→ **Work order**:
The listing that follows should be copied in full, exactly as written.
━━━ Collected data ━━━
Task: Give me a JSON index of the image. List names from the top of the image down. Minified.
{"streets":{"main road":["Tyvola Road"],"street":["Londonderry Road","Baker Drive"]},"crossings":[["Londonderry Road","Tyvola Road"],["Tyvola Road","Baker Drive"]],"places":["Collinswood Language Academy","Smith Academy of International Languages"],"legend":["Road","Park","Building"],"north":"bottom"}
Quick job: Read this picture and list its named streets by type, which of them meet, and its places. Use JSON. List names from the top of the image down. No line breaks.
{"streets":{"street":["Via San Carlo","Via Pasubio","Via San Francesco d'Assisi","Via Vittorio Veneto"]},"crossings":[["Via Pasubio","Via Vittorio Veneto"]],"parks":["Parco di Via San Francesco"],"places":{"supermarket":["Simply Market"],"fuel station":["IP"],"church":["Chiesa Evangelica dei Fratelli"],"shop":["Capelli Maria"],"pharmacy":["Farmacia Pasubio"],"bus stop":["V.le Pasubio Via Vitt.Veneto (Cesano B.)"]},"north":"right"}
━━━
→ **Response to this exercise**:
Task: Give me a JSON index of the image. List names from the top of the image down. Minified.
{"streets":{"main road":["Tyvola Road"],"street":["Londonderry Road","Baker Drive"]},"crossings":[["Londonderry Road","Tyvola Road"],["Tyvola Road","Baker Drive"]],"places":["Collinswood Language Academy","Smith Academy of International Languages"],"legend":["Road","Park","Building"],"north":"bottom"}
Quick job: Read this picture and list its named streets by type, which of them meet, and its places. Use JSON. List names from the top of the image down. No line breaks.
{"streets":{"street":["Via San Carlo","Via Pasubio","Via San Francesco d'Assisi","Via Vittorio Veneto"]},"crossings":[["Via Pasubio","Via Vittorio Veneto"]],"parks":["Parco di Via San Francesco"],"places":{"supermarket":["Simply Market"],"fuel station":["IP"],"church":["Chiesa Evangelica dei Fratelli"],"shop":["Capelli Maria"],"pharmacy":["Farmacia Pasubio"],"bus stop":["V.le Pasubio Via Vitt.Veneto (Cesano B.)"]},"north":"right"}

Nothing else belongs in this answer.